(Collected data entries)

# # # # #

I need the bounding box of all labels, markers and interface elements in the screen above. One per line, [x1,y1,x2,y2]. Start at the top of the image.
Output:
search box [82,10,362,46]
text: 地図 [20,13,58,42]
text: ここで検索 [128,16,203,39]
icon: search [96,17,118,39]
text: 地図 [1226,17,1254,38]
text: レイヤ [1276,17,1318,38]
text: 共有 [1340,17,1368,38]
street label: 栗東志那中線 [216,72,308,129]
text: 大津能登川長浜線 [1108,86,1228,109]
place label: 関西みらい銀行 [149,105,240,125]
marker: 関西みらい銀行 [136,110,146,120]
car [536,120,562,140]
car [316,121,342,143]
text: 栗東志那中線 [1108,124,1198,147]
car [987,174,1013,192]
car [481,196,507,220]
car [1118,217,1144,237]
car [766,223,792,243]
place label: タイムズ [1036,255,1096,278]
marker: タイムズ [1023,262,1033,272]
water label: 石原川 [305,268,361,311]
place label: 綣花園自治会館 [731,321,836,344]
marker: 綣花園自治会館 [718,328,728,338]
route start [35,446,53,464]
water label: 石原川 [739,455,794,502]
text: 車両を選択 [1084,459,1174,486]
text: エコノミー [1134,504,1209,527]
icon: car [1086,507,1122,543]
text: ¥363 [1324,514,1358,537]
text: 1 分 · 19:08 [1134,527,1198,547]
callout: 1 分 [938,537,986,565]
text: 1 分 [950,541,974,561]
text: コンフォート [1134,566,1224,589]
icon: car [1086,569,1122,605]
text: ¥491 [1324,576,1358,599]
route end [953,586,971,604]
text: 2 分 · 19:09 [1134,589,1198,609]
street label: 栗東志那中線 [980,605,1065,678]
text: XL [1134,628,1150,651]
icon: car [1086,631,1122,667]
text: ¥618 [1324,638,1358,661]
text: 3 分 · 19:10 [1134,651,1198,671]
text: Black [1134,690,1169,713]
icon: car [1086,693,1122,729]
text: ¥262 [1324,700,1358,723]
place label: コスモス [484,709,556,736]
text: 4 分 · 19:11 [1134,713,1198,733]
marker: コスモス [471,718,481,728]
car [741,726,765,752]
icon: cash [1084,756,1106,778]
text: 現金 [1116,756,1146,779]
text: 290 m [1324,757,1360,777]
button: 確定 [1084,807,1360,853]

# # # # #

> **Exercise**: Each line of the entries above that includes the string "綣花園自治会館" should be copied out.

> **Finished task**:
place label: 綣花園自治会館 [731,321,836,344]
marker: 綣花園自治会館 [718,328,728,338]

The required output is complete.